In the Market & Economic Outlook, we separate the relevant from the noise, to bring you timely content that helps you on the path to and through retirement!
July Commentary & 2nd Quarter 2022 Recap
The combination of rampant inflation, rising interest rates, and dampened consumer sentiment have led to stocks and bonds having their worst 6-month start to a calendar year in decades. As concerns over COVID-19 dim, concerns over inflation and a slowing economy have gained steam. Many pundits believe that the stock market will retreat even lower, and that the U.S. economy is already in a recession.
After years of policymaking designed to prop up asset values, the Federal Reserve is now attempting to reverse course by raising interest rates and reducing their balance sheet to bring inflation under control. The greatest challenge (and biggest question) is, can the Fed curb inflation without causing a recession? We think the answer is no, considering the U.S. already had negative GDP growth in the 1st quarter of 2022. If GDP figures are negative again in the 2nd quarter, we will officially be in a recession.

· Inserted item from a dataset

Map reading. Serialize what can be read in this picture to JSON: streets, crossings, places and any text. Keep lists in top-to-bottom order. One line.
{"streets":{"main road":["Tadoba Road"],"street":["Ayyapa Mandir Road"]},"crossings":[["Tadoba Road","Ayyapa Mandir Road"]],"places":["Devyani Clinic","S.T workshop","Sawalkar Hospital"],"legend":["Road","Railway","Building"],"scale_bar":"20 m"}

Looking at the US Consumer Confidence Index, it has declined for two consecutive months and now stands at its lowest level since February 2021. Interestingly, prior to COVID-19, the last time the CCI was this low was in late 2016. Perhaps of greater note, the “Expectations Index”, which measures consumer’s short-term outlook for income, business, and labor conditions, took the sharpest decline and is at its lowest level since March 2013. This is no surprise, given that Americans have also had to grapple with the war in Ukraine and price surges in oil, food, & housing.
Since reaching an all-time high on January 3rd of this year, the S&P 500 has dropped by 23%. While the bond market often provides relief when stocks are losing money, the Barclays U.S. Aggregate Bond index is also down over 9% year-to-date due to rising interest rates. Other traditional safe havens like cash and gold are also in decline this year. Cash is losing value in real terms due to inflation, and even gold hasn’t been immune to losses in 2022.
In client portfolios, we have done some selective rebalancing. We continue to prefer high-quality, dividend growth stocks, mutual funds, and ETFs as the core of client portfolios. We are optimistic that this tilt toward predictable, resilient, and financially healthy companies with strong balance sheets and growing dividends will pay off for clients in the long run.
We continue to prefer bonds with high quality and stable credit ratings on the shorter-term end of the spectrum (less than 5-year maturity), floating rate bonds, and treasury-inflation protected bonds. This bond allocation should help insulate client portfolios and will allow clients to reinvest sooner for higher income if interest rates continue to rise.
The Fed has begun their long-awaited (and long overdue) tightening cycle to reduce inflation. Slowing demand and low consumer confidence may exacerbate the current market decline and push us into recession. While this is likely to strike fear in many investors, it’s important to remember that the great investors view this as a buying opportunity, and we do too!